* Records provided *
▼
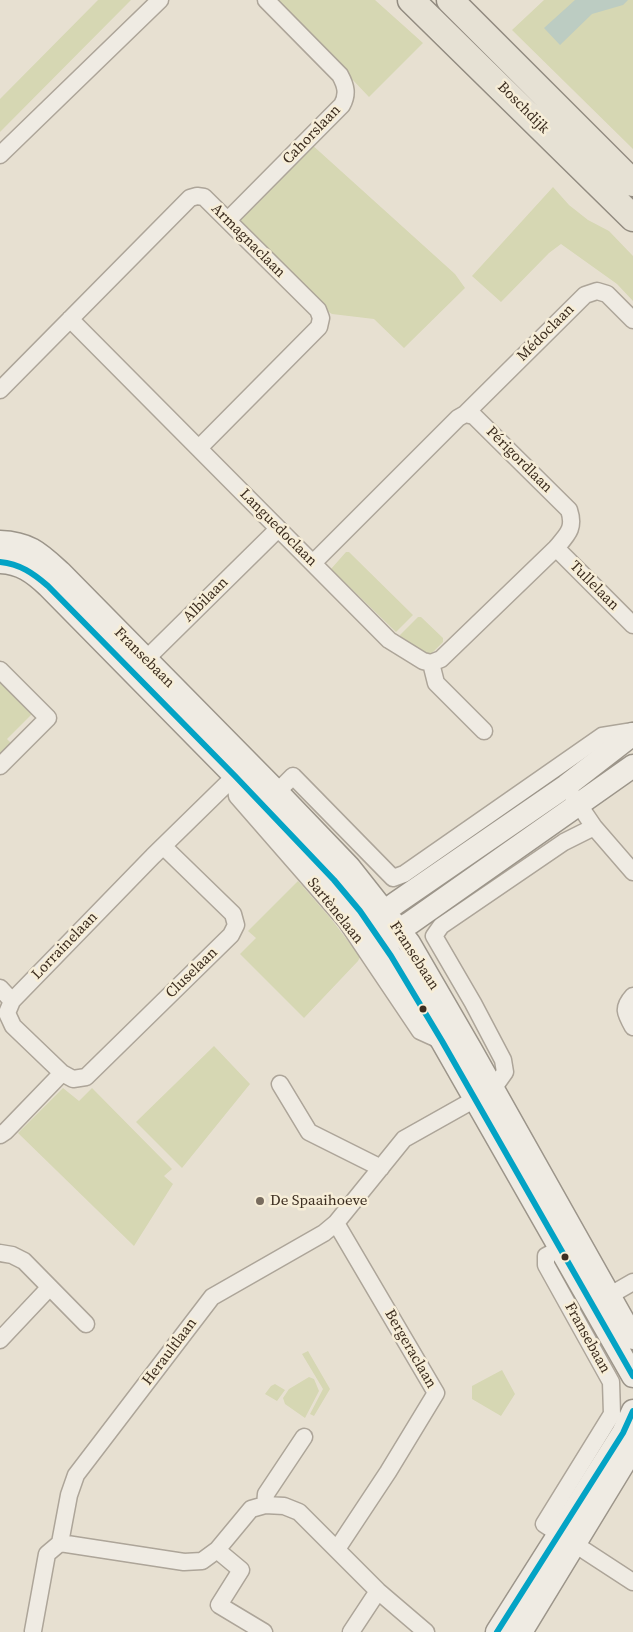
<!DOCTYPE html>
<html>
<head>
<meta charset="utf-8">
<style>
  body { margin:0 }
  canvas { display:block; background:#e7e0d1 }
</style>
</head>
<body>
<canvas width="633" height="1632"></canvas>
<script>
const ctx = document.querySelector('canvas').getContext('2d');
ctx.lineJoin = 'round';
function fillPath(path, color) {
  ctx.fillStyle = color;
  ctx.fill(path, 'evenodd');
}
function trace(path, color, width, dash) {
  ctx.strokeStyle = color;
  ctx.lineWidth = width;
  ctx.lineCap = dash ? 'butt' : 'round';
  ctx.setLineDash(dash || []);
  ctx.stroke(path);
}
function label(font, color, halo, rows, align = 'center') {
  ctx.font = font + ' "Source Serif 4",serif';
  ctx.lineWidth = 5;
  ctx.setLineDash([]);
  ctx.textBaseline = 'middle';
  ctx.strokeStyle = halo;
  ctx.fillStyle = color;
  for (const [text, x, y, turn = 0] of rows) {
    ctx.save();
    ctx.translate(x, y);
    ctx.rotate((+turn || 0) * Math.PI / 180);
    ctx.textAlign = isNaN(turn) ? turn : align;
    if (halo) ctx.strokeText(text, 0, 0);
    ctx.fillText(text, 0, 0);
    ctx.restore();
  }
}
const green = new Path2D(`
  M 98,0 L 131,0 L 0,132 L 0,99 Z
  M 277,0 L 375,0 L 423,43 L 369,97 Z
  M 544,0 L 633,0 L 633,149 L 512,30 Z
  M 310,143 L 455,274 L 465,288 L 404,348 L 374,319 L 332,314 L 324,309 L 242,226 C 240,218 241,213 246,208 L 253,208 L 298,162 L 295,158 Z
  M 553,187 L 569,205 L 588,220 L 609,231 L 633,256 L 633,301 L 617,284 L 561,244 L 549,253 L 501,302 L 472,276 Z
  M 346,552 L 349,552 L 413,615 L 396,632 L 331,569 Z
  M 418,617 L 421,617 L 443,638 L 443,642 L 430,655 L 426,655 L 400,638 L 400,635 Z
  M 0,680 L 33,713 L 7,739 L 12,744 L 0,756 Z
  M 298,881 L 332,920 L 360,957 L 358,961 L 304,1018 L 240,954 L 256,938 L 248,931 Z
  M 214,1046 L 250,1084 L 182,1168 L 136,1122 Z
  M 63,1088 L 79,1101 L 92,1088 L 172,1169 L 164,1176 L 173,1184 L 134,1246 L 18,1133 Z
  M 308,1351 L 330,1389 L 314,1416 L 310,1414 L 323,1389 L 302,1354 Z
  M 502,1370 L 515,1394 L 501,1416 L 472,1399 L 472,1386 Z
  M 309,1377 L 314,1379 L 319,1391 L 305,1418 L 285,1404 L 283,1398 L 289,1389 Z
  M 275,1384 L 285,1390 L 277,1401 L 265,1394 L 271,1386 Z`);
const water = new Path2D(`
  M 575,0 L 628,0 L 623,5 L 592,14 L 560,45 L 544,28 Z`);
const street = new Path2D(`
  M 0,155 L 160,0
  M 228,220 L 342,105 C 348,94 346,86 340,75 L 266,0
  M 70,319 L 389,640 L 423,661 L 431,663 L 436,683 L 484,731
  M 0,390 L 190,198 L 197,196 L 204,197 L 318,310 L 321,318 L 319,327 L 199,448
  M 556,548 L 633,625
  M 313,563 L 458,418 L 465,414 L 585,295 L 597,291 L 607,294 L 633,320
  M 431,663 L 441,659 L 556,548 C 568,534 575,528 569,510 L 474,416 L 465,414
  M 139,666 L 278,529
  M 0,670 L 48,718 L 0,766
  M 235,776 L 237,796 L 346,921 L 420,1031 L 442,1041
  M 277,792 L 293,776 L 393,878 L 404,874 L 602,736 L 633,731
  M 573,796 L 594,827 L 633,872
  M 0,988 L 12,1001
  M 633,996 C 622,1008 625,1013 633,1027
  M 62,1073 L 73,1079 L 86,1077 L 231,935 L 236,925 L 233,914 L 163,846
  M 280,1084 L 309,1132 L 381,1168
  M 0,1135 L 6,1131 L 62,1073 L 13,1026 L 7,1013 L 12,1001 L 153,856 L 243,768
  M 336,1223 L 436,1393 L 388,1472 L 337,1549
  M 561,1248 L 546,1256 L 546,1265 L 611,1382 L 612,1414 L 544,1524 L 633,1582
  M 0,1253 L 12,1255 L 24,1261 L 86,1324
  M 600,1301 L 633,1282
  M 0,1340 L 49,1288
  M 265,1505 L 266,1494 L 304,1437
  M 60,1543 L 184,1562 L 202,1561 L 217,1550 L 251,1509 L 265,1505 L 284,1506 L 299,1512 L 378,1591 L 426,1632
  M 217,1550 L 241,1570 L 219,1605 L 264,1632
  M 33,1631 L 47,1554 L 60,1543 L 69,1495 L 76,1475 L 212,1297 L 324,1233 L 336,1223 L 404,1139 L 493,1089 L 505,1072 L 503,1060 L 473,1003 L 434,936 L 441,926 L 564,842 L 594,827
  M 351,1632 L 378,1591`);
const secondary = new Path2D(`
  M 0,542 C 30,543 40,554 61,573 L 277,792 L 349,867 L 409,943 L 471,1050 L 633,1338
  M 0,562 C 21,563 33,572 48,586 L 235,776 L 334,880 L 360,911 L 391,956 L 442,1041 L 633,1376
  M 378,924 L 384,912 L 396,903 L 566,786 L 633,734
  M 383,931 L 398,930 L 410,923 L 633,766
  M 497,1632 L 623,1433 L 633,1411
  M 521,1632 L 633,1448`);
const primary = new Path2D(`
  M 411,0 L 633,218
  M 450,0 L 633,183`);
const bus1 = new Path2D(`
  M 0,562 C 20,564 33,573 48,586 L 235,776 L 334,880 L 360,911 L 391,956 L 442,1041 L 633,1376
  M 497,1632 L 623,1433 L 633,1411`);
const markers = [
  [423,1009,4.5,"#3d2e20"],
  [260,1201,5,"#786c5e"],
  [565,1257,4.5,"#3d2e20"]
];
const streetNames = [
  ["Boschdijk",523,108,45],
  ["Cahorslaan",312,135,-46],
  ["Armagnaclaan",248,241,45],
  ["Médoclaan",546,333,-45],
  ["Périgordlaan",519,460,45],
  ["Languedoclaan",278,528,45],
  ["Tullelaan",594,586,45],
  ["Albilaan",206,600,-45],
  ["Fransebaan",144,658,45],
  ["Sartènelaan",335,911,51],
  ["Lorrainelaan",65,946,-46],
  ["Fransebaan",414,956,57],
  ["Cluselaan",192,973,-44],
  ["Fransebaan",587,1338,61],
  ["Bergeraclaan",410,1349,60],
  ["Heraultlaan",170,1352,-53]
];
const poiNames = [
  ["De Spaaihoeve",270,1201]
];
fillPath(green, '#d6d7b3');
fillPath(water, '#bcccc2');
trace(street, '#ada599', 19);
trace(secondary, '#9c958a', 25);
trace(primary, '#928b80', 29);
trace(street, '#efebe3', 16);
trace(secondary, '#efebe3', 22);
trace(primary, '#e6e1d4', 26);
trace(bus1, '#03a3c5', 6);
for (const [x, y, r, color] of markers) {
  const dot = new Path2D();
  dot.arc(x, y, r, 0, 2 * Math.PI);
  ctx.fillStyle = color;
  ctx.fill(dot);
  trace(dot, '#f7eed8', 2);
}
label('15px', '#3d2e20', '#f7eed8', streetNames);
label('15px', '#3d2e20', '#f7eed8', poiNames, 'left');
</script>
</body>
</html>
▲
* Task prompt *
Everything from the line with "M 0,562 C 20,564" down to the final line above is to be retyped exactly. Leave the earlier lines out.

* Exercise response *
  M 0,562 C 20,564 33,573 48,586 L 235,776 L 334,880 L 360,911 L 391,956 L 442,1041 L 633,1376
  M 497,1632 L 623,1433 L 633,1411`);
const markers = [
  [423,1009,4.5,"#3d2e20"],
  [260,1201,5,"#786c5e"],
  [565,1257,4.5,"#3d2e20"]
];
const streetNames = [
  ["Boschdijk",523,108,45],
  ["Cahorslaan",312,135,-46],
  ["Armagnaclaan",248,241,45],
  ["Médoclaan",546,333,-45],
  ["Périgordlaan",519,460,45],
  ["Languedoclaan",278,528,45],
  ["Tullelaan",594,586,45],
  ["Albilaan",206,600,-45],
  ["Fransebaan",144,658,45],
  ["Sartènelaan",335,911,51],
  ["Lorrainelaan",65,946,-46],
  ["Fransebaan",414,956,57],
  ["Cluselaan",192,973,-44],
  ["Fransebaan",587,1338,61],
  ["Bergeraclaan",410,1349,60],
  ["Heraultlaan",170,1352,-53]
];
const poiNames = [
  ["De Spaaihoeve",270,1201]
];
fillPath(green, '#d6d7b3');
fillPath(water, '#bcccc2');
trace(street, '#ada599', 19);
trace(secondary, '#9c958a', 25);
trace(primary, '#928b80', 29);
trace(street, '#efebe3', 16);
trace(secondary, '#efebe3', 22);
trace(primary, '#e6e1d4', 26);
trace(bus1, '#03a3c5', 6);
for (const [x, y, r, color] of markers) {
  const dot = new Path2D();
  dot.arc(x, y, r, 0, 2 * Math.PI);
  ctx.fillStyle = color;
  ctx.fill(dot);
  trace(dot, '#f7eed8', 2);
}
label('15px', '#3d2e20', '#f7eed8', streetNames);
label('15px', '#3d2e20', '#f7eed8', poiNames, 'left');
</script>
</body>
</html>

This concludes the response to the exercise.